Angular momentum and the Units I'm just curious about why many physical identities build relationship with the same units as angular momentum like the action, Lagrangian$\cdot$time, Hamiltonian$\cdot$time, phase space area etc?
 A: Well, OK, this is a resolutely vague question, but there is something special, actually, about angular momentum dimensions. 
In quantum mechanics, the fundamental constant, $\hbar$ has dimensions of angular momentum (and is very small in terms of angular momenta, actions, or phase-space areas of our macroscopic world experience). Classical mechanics results as the "small-$\hbar$ limit" of quantum mechanics, when the action (Lagrangian-times-time) of a specific problem is much larger than $\hbar$, as first observed by Dirac and Wentzel about 80 years ago, and exploited by Feynman in developing path-integral quantization.
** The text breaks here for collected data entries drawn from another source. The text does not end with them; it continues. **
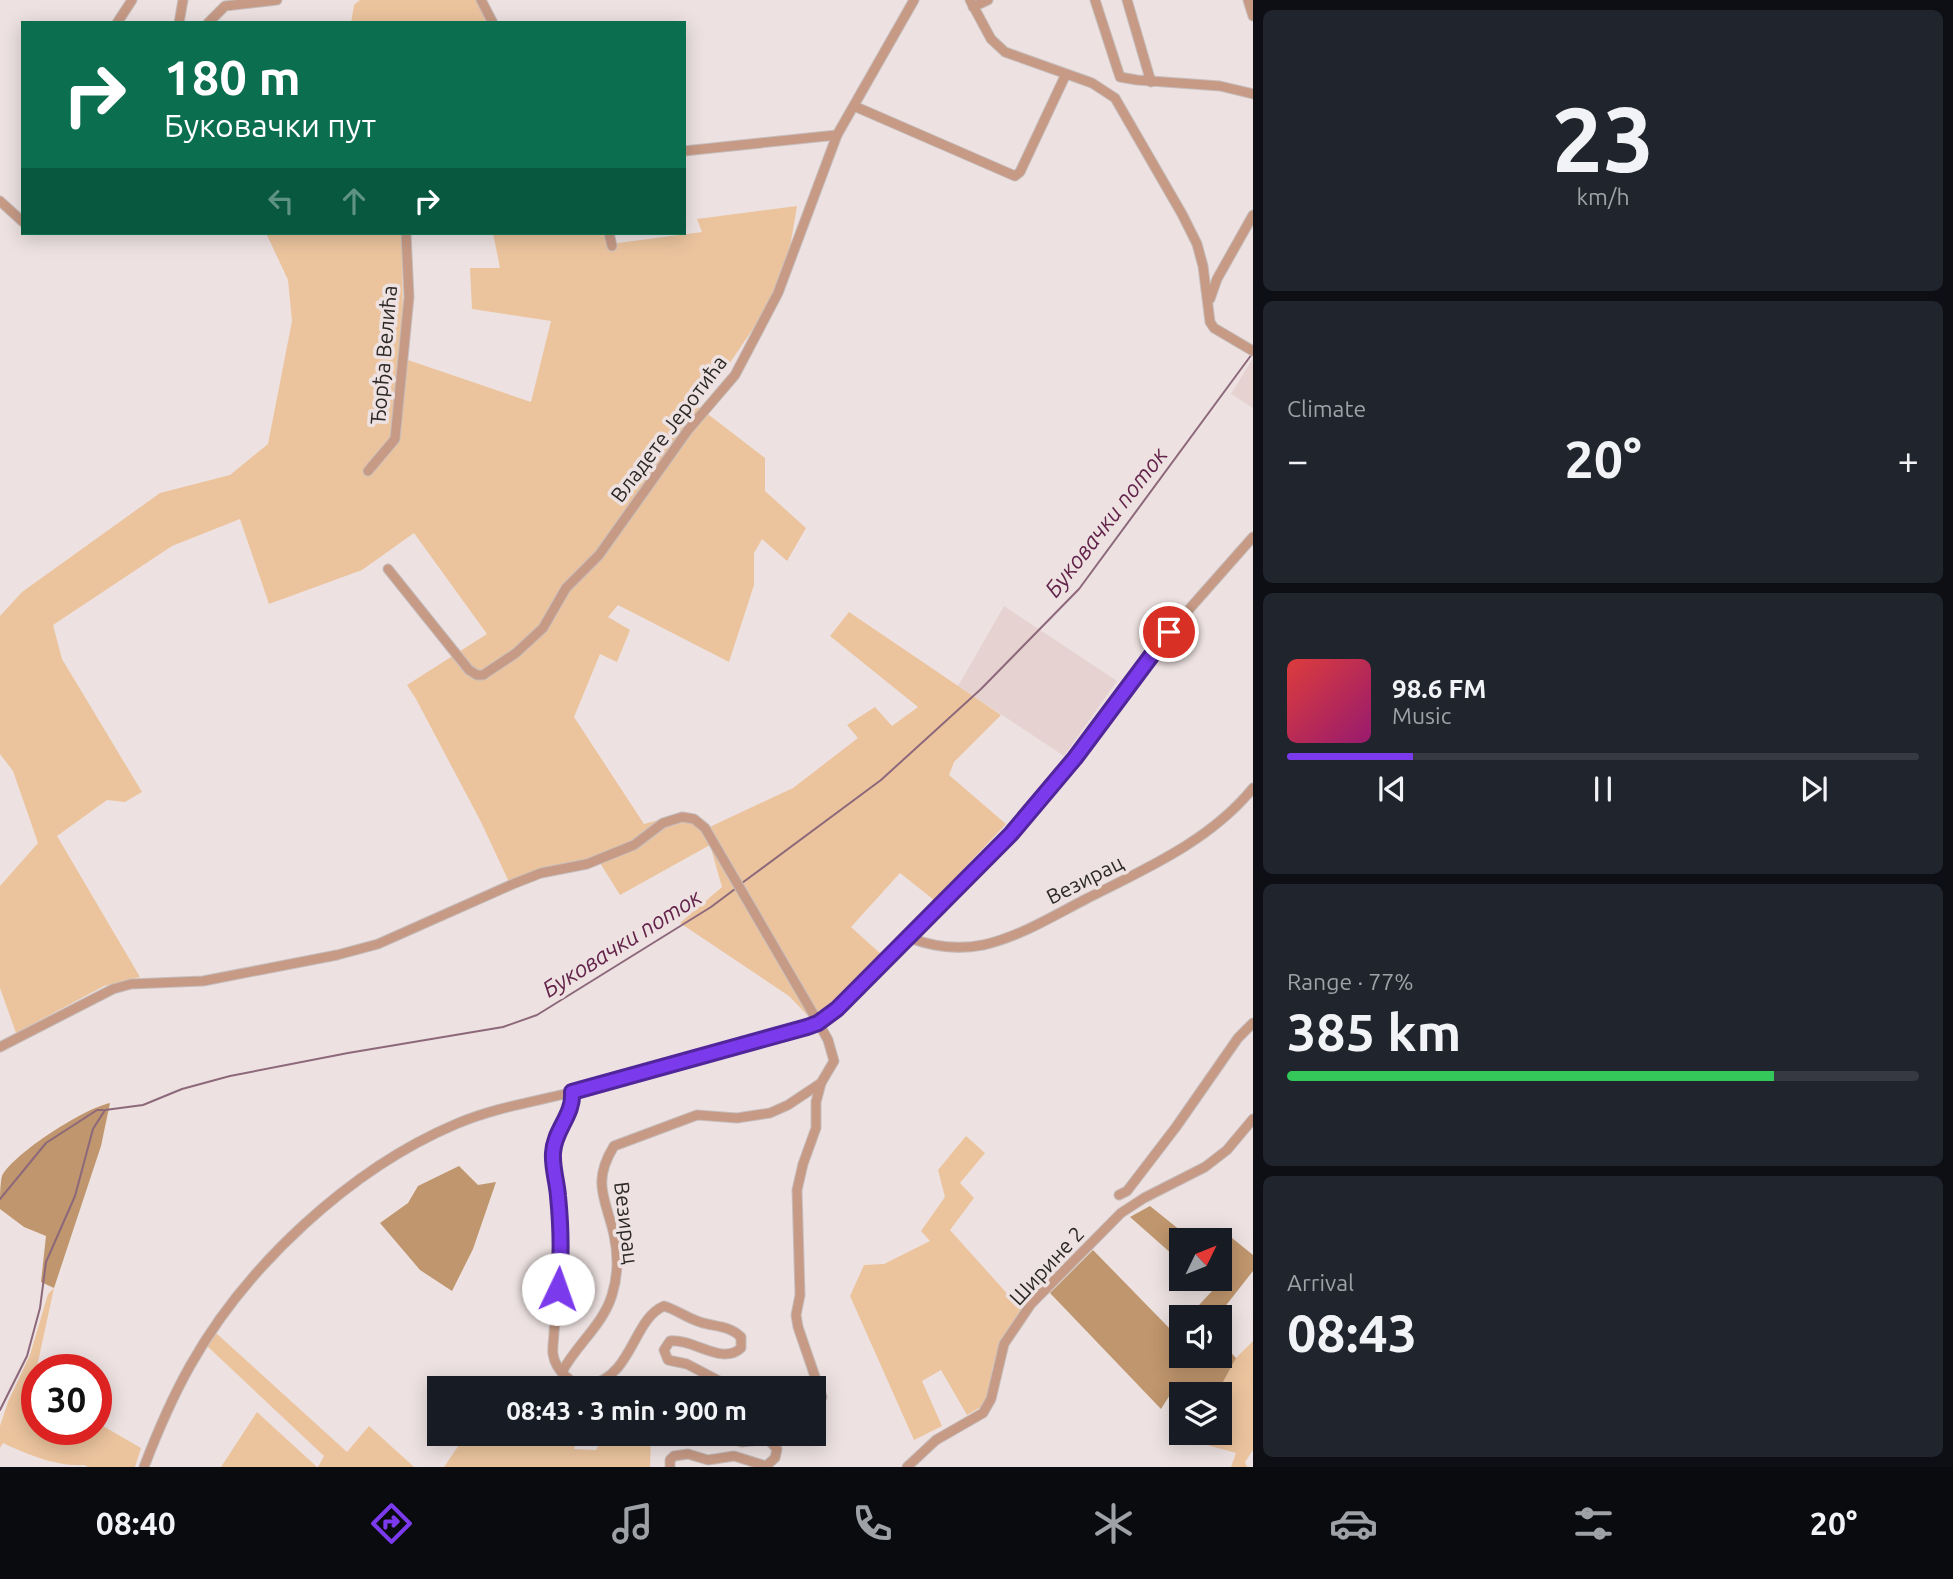 <!DOCTYPE html>
<meta charset="utf-8">
<style>
body{margin:0;font-family:Ubuntu,sans-serif;background:#20242c;color:#f1f3f6;height:100vh;display:flex;flex-direction:column;font-size:26px;white-space:nowrap}
*{box-sizing:border-box;margin:0}
p{font-size:23px;color:#9ea1a6}
.icon{flex:none;width:38px;height:38px;fill:none;stroke:currentColor;stroke-width:2;stroke-linecap:round;stroke-linejoin:round}
.map{position:relative;flex:1;overflow:hidden}
.sheet{display:flex;flex-direction:column;gap:10px;padding:10px;background:#0d0f14;width:700px}
.sheet>*{flex:none}
.top-card{position:absolute;left:21px;top:21px;width:665px;height:214px;border-radius:0px;box-shadow:0 4px 18px #0003;background:#0b6e4f;color:#fff;overflow:hidden}
.needle{width:46px;rotate:47deg}
.controls{position:absolute;left:1169px;top:1228px;display:grid;gap:14px}
.controls a{display:grid;place-items:center;width:63px;height:63px;border-radius:0px;background:#171b24;box-shadow:0 4px 18px #0003;font-size:35px}
.speed{position:absolute;left:21px;top:1354px;display:flex;gap:14px;font-size:35px;font-weight:700;text-align:center}
.speed>*{display:grid;place-content:center;width:91px;height:91px;border-radius:50%;background:#171b24;box-shadow:0 4px 18px #0003;line-height:1}
.speed .limit{border:10px solid #d22;background:#fff;color:#111}
.pin{position:absolute;display:grid;place-items:center;width:60px;height:60px;color:#fff;margin:-30px;border:4px solid #fff;border-radius:50%;box-shadow:0 2px 7px #0007}
.me{position:absolute;width:77px;margin:-38px;rotate:3deg;stroke-linejoin:round;filter:drop-shadow(0 0 5px #0008)}
.turn{display:flex;align-items:center;gap:24px;height:147px;padding:0 28px;font-size:32px}
.turn .icon{width:91px;height:91px;stroke-width:2.5}
.turn b{display:block;font-size:49px;line-height:60px}
.lanes{display:flex;align-items:center;height:66px;padding:0 28px;background:#0003;justify-content:center;gap:35px;direction:ltr}
.lanes .off{opacity:.35}
.big{font-size:52px;font-weight:700;line-height:1.1}
.sheet .widget{flex:1;display:flex;flex-direction:column;justify-content:center;gap:10px;min-width:0;padding:0 24px;border-radius:10px;background:#20242c}
.sheet .dial{align-items:center;gap:0}
.dial b{font-size:91px;line-height:1}
.song{display:flex;align-items:center;gap:21px}
.cover{width:84px;height:84px;border-radius:10px;background:linear-gradient(135deg,hsl(0 70% 55%),hsl(320 70% 35%))}
.played{height:7px;border-radius:4px;background:linear-gradient(90deg,#7c3aed 20%,#363941 20%)}
.keys{display:flex;justify-content:space-around;direction:ltr}
.heat{display:flex;justify-content:space-between;align-items:center;font-size:38px;direction:ltr}
.charge{height:10px;border-radius:5px;background:linear-gradient(90deg,#34c759 77%,#363941 0)}
.trip{position:absolute;left:427px;top:1376px;width:399px;height:70px;border-radius:0px;background:#171b24;box-shadow:0 4px 18px #0003;font-weight:700;line-height:70px;text-align:center}
.tabs{display:flex;height:112px;justify-content:space-around;align-items:center;background:#090b0e;color:#9ea1a6}
.tabs .icon{width:49px;height:49px}
.tabs .active{color:#7c3aed}
.tabs b{font-size:32px;color:#f1f3f6}
main{display:flex;flex:1;min-height:0}
.map>svg:first-child{display:block}
.built{fill:#e6d3d1}
.green{fill:#ebc49e}
.forest{fill:#bf966d}
.lines{fill:none;stroke-linecap:round;stroke-linejoin:round}
.stream{stroke:#8d687b;stroke-width:2}
.minor-casing{stroke:#c6bdbc;stroke-width:11}
.minor{stroke:#c69a85;stroke-width:9}
.route-casing{stroke:#51269a;stroke-width:18}
.route{stroke:#7c3aed;stroke-width:12}
.labels{text-anchor:middle;stroke-width:7;stroke-linejoin:round;paint-order:stroke}
.street-label{font-size:21px;fill:#2c2828;stroke:#ede2e1}
.water-label{font-size:23px;font-style:italic;fill:#63234a;stroke:#ede2e1}
</style>
<main>
<div class="map">
<svg width="1253" height="1467" viewBox="0 0 1253 1467">
<rect width="100%" height="100%" fill="#ede2e1"/>
<g class="built">
<polygon points="1253,358 1253,408 1231,394"/>
<polygon points="1004,606 1117,681 1064,756 958,686"/>
</g>
<g class="green">
<polygon points="360,0 480,0 492,23 351,23 354,5"/>
<polygon points="797,206 787,265 757,323 723,373 696,405 765,458 765,491 806,528 787,561 762,539 754,553 754,585 729,662 618,605 608,617 630,630 617,662 600,654 574,717 644,824 666,818 692,820 701,831 793,788 858,738 847,725 875,707 892,726 918,707 830,636 849,612 1001,715 954,762 949,775 1006,824 934,900 900,873 851,927 883,956 838,999 809,1017 789,996 680,923 722,887 710,845 620,895 597,858 509,882 481,822 416,699 407,685 487,634 414,533 362,570 269,604 240,519 172,546 53,625 62,659 142,792 125,802 107,800 57,836 140,977 104,986 16,1033 0,988 0,886 38,843 13,771 0,754 0,616 22,592 160,493 230,475 268,444 292,321 288,280 266,233 402,233 403,323 399,357 531,402 551,321 472,309 470,268 500,268 493,233 606,233 610,244 702,232 697,219"/>
<polygon points="966,1136 985,1153 960,1183 974,1198 950,1230 1021,1309 1000,1345 993,1366 986,1404 967,1415 941,1370 922,1381 942,1426 914,1440 850,1296 864,1265 884,1264 930,1241 921,1231 945,1197 938,1170"/>
<path d="M54 1288 33 1385 37 1388V1430H96V1422L141 1448 135 1467H88L84 1465C58 1467 26 1454 3 1443L0 1448V1426L8 1402 30 1355 48 1294Z"/>
<polygon points="216,1333 347,1452 369,1426 414,1467 318,1467 324,1456 206,1345"/>
<polygon points="1253,1341 1253,1450 1245,1462 1247,1467 1231,1467 1236,1453 1200,1443 1196,1437 1197,1433 1220,1433 1220,1395 1216,1395 1236,1358"/>
<polygon points="257,1412 317,1467 221,1467"/>
<polygon points="461,1433 579,1433 574,1449 596,1450 604,1433 651,1433 650,1467 444,1467 459,1445"/>
</g>
<g class="forest">
<path d="M110 1103 101 1146 54 1288 41 1282 46 1236 24 1227 0 1209C0 1199 0 1184 2 1176 14 1153 85 1108 110 1103Z"/>
<polygon points="459,1166 478,1185 496,1182 473,1249 452,1291 420,1270 380,1223 408,1203 418,1186"/>
<polygon points="1150,1206 1191,1239 1221,1229 1253,1255 1253,1271 1216,1318 1187,1318 1213,1290 1201,1279 1220,1279 1220,1241 1181,1241 1181,1262 1130,1217"/>
<polygon points="1093,1250 1173,1332 1181,1324 1181,1356 1220,1356 1220,1341 1236,1358 1216,1395 1181,1395 1181,1397 1173,1390 1161,1409 1050,1293"/>
</g>
<g class="lines">
<g class="stream">
<polyline points="742,883 881,780 981,689 1079,589 1252,354"/>
<polyline points="0,1199 46,1143 97,1110 103,1110"/>
<polyline points="0,1410 27,1356 40,1308 46,1262 75,1196 93,1129 105,1110 143,1105 182,1089 230,1076 348,1053 503,1027 537,1015 711,907 735,889"/>
</g>
<defs>
<g id="minor">
<polyline points="481,0 493,23"/>
<polyline points="970,0 991,39 1005,52 1092,83 1115,98 1182,214 1197,244 1203,266 1210,322 1214,328 1253,351"/>
<polyline points="1095,0 1120,77 1137,80 1220,86 1253,94"/>
<polyline points="1127,0 1151,82"/>
<polyline points="1248,0 1253,16"/>
<polyline points="973,7 988,0"/>
<polyline points="117,23 132,0"/>
<polyline points="179,23 183,0"/>
<polyline points="208,23 225,6 277,0"/>
<polyline points="854,106 1015,176 1020,172 1066,74"/>
<polyline points="684,151 837,135"/>
<polyline points="0,201 23,222"/>
<polyline points="609,233 612,246"/>
<polyline points="1210,299 1217,279 1253,215"/>
<polyline points="368,471 395,439 409,297 406,233"/>
<polyline points="388,569 469,670 477,675 483,675 516,653 543,628 566,588 599,555 688,430 735,375 778,293 837,135 914,0"/>
<path d="M910 938C934 947 958 950 983 945 1019 937 1053 916 1086 899 1145 869 1210 841 1253 788"/>
<path d="M0 1047 113 989 131 984 203 981 337 955 378 944 513 884 541 873 587 864 634 845 663 823 682 817 694 819 705 828 818 1022 828 1040 834 1061 821 1083 788 1105 770 1113 737 1118 697 1115 614 1146C591 1183 606 1199 614 1235 618 1254 618 1276 612 1295 603 1325 576 1345 562 1372"/>
<polyline points="821,1083 816,1102 816,1128 803,1164 797,1190 800,1295 796,1315 798,1327 822,1397"/>
<path d="M572 1092C574 1114 554 1129 553 1151 552 1166 557 1180 558 1194 561 1218 562 1245 561 1269 560 1290 556 1311 554 1332 554 1339 552 1347 553 1354 555 1369 573 1389 590 1385 633 1375 633 1319 664 1306 677 1310 687 1318 700 1322 714 1327 729 1325 741 1337V1348C722 1366 693 1338 670 1341L664 1350 668 1360 687 1364 723 1383 740 1388"/>
<polyline points="1119,1195 1127,1191 1176,1127 1238,1038 1253,1023"/>
<path d="M144 1467C157 1433 172 1398 190 1366 246 1266 350 1169 456 1124 493 1108 533 1102 573 1092 651 1071 729 1048 807 1027L818 1022 837 1009 1011 834 1075 758 1169 632 1253 537"/>
<polyline points="670,1467 670,1460 674,1456 688,1454 708,1460 734,1456 766,1466 775,1458 777,1449 768,1439 742,1442 713,1433"/>
<polyline points="907,1467 936,1440 983,1413 991,1399 1004,1344 1031,1304 1121,1213 1144,1198 1205,1167 1227,1150 1253,1119"/>
</g>
</defs>
<use href="#minor" class="minor-casing"/>
<use href="#minor" class="minor"/>
</g>
<g class="lines">
<defs>
<path id="route" d="M558 1289C562 1259 561 1227 558 1196 557 1182 552 1167 553 1153 554 1130 574 1115 572 1092L807 1027 818 1023 837 1009 1011 834 1075 758 1169 632"/>
</defs>
<use href="#route" class="route-casing"/>
<use href="#route" class="route"/>
</g>
<g class="labels">
<g class="street-label">
<text transform="translate(384 355) rotate(-85)" y="7">Ђорђа Велића</text>
<text transform="translate(669 429) rotate(-53)" y="7">Владете Јеротића</text>
<text transform="translate(1085 880) rotate(-27)" y="7">Везирац</text>
<text transform="translate(626 1223) rotate(83)" y="7">Везирац</text>
<text transform="translate(1047 1266) rotate(-47)" y="7">Ширине 2</text>
</g>
<g class="water-label">
<text transform="translate(1106 522) rotate(-52)" y="8">Буковачки поток</text>
<text transform="translate(622 943) rotate(-32)" y="8">Буковачки поток</text>
</g>
</g>
</svg>
<div class="controls">
<a><svg class="needle" viewBox="-14 -14 28 28"><path d="M0-13l5 13h-10z" fill="#e53935"/><path d="M0 13l5-13h-10z" fill="#9ea1a6"/></svg></a>
<a><svg class="icon" aria-label="sound" viewBox="0 0 24 24"><path d="M4 9h4l5-4v14l-5-4H4zM17 9q2 3 0 6"/></svg></a>
<a><svg class="icon" aria-label="layers" viewBox="0 0 24 24"><path d="M12 4l9 5-9 5-9-5zM3 14l9 5 9-5"/></svg></a>
</div>
<div class="speed"><div class="limit">30</div></div>
<div class="pin" style="left:1169px;top:632px;background:#d93025"><svg class="icon" aria-label="arrive" viewBox="0 0 24 24"><path d="M6 21V4h12l-3 4 3 4H6"/></svg></div>
<svg class="me" style="left:558px;top:1289px" viewBox="-20 -20 40 40"><circle r="19" fill="#fff"/><path d="M0-13L10 11 0 6-10 11z" fill="#7c3aed"/></svg>
<div class="trip">08:43 · 3 min · 900 m</div>
<div class="top-card">
<div class="turn"><svg class="icon" aria-label="right" viewBox="0 0 24 24"><path d="M7 20v-9h11M14 6l5 5-5 5"/></svg><div><b>180 m</b>Буковачки пут</div></div>
<div class="lanes"><svg class="icon off" aria-label="left" viewBox="0 0 24 24"><path d="M17 20v-9H6M10 6l-5 5 5 5"/></svg><svg class="icon off" aria-label="ahead" viewBox="0 0 24 24"><path d="M12 20V5M6 11l6-6 6 6"/></svg><svg class="icon" aria-label="right" viewBox="0 0 24 24"><path d="M7 20v-9h11M14 6l5 5-5 5"/></svg></div>
</div>
</div>
<section class="sheet">
<div class="widget dial"><b>23</b><p>km/h</p></div>
<div class="widget"><p>Climate</p>
<div class="heat"><a>−</a><b class="big">20°</b><a>+</a></div>
</div>
<div class="widget">
<div class="song"><i class="cover"></i><div><b>98.6 FM</b><p>Music</p></div></div>
<div class="played"></div>
<div class="keys"><svg class="icon" aria-label="previous" viewBox="0 0 24 24"><path d="M18 5L8 12l10 7zM5 5v14"/></svg><svg class="icon" aria-label="pause" viewBox="0 0 24 24"><path d="M8 5v14M16 5v14"/></svg><svg class="icon" aria-label="next" viewBox="0 0 24 24"><path d="M6 5l10 7-10 7zM19 5v14"/></svg></div>
</div>
<div class="widget"><p>Range · 77%</p><b class="big">385 km</b><div class="charge"></div></div>
<div class="widget"><p>Arrival</p><b class="big">08:43</b></div>
</section>
</main>
<nav class="tabs">
<b>08:40</b>
<svg class="icon active" aria-label="directions" viewBox="0 0 24 24"><path d="M12 3l9 9-9 9-9-9zM9 14v-3h6M13 9l2 2-2 2"/></svg>
<svg class="icon" aria-label="music" viewBox="0 0 24 24"><path d="M9 18V5l10-2v13"/><circle cx="6" cy="18" r="3"/><circle cx="16" cy="16" r="3"/></svg>
<svg class="icon" aria-label="phone" viewBox="0 0 24 24"><path d="M5 4h4l2 5-3 2q2 4 5 5l2-3 5 2v4C11 20 4 13 5 4z"/></svg>
<svg class="icon" aria-label="climate" viewBox="0 0 24 24"><path d="M12 3v18M4 7l16 10M4 17L20 7"/></svg>
<svg class="icon" aria-label="car" viewBox="0 0 24 24"><path d="M5 17H2v-5l4-1 3-4h7l3 4 3 1v5h-3M9 17h6M6 11h13"/><circle cx="7" cy="17" r="2"/><circle cx="17" cy="17" r="2"/></svg>
<svg class="icon" aria-label="filters" viewBox="0 0 24 24"><path d="M4 7h16M4 17h16"/><circle cx="9" cy="7" r="2"/><circle cx="15" cy="17" r="2"/></svg>
<b>20°</b>
</nav>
Before that, Bohr had noticed area rules in phase space that led to an early version of quantum mechanics. 
So you might say that nature, mysteriously, by dint of quantum mechanics, has chosen a fundamental constant with units of angular momentum. 
A: The Lagrangian and Hamiltonian both have units of energy.  You can get a long way in classical mechanics by only thinking about energy.  In field theories the relevant unit becomes energy density.
The action must have units of energy times time, as it is the time integral of the Lagrangian.
I don't think there's any profound significance to the fact that angular momentum has the same units as the action, any more than to the fact that torque has units of energy, or that pressure has units of energy density.  (Actually of those three the pressure one is probably the most interesting.)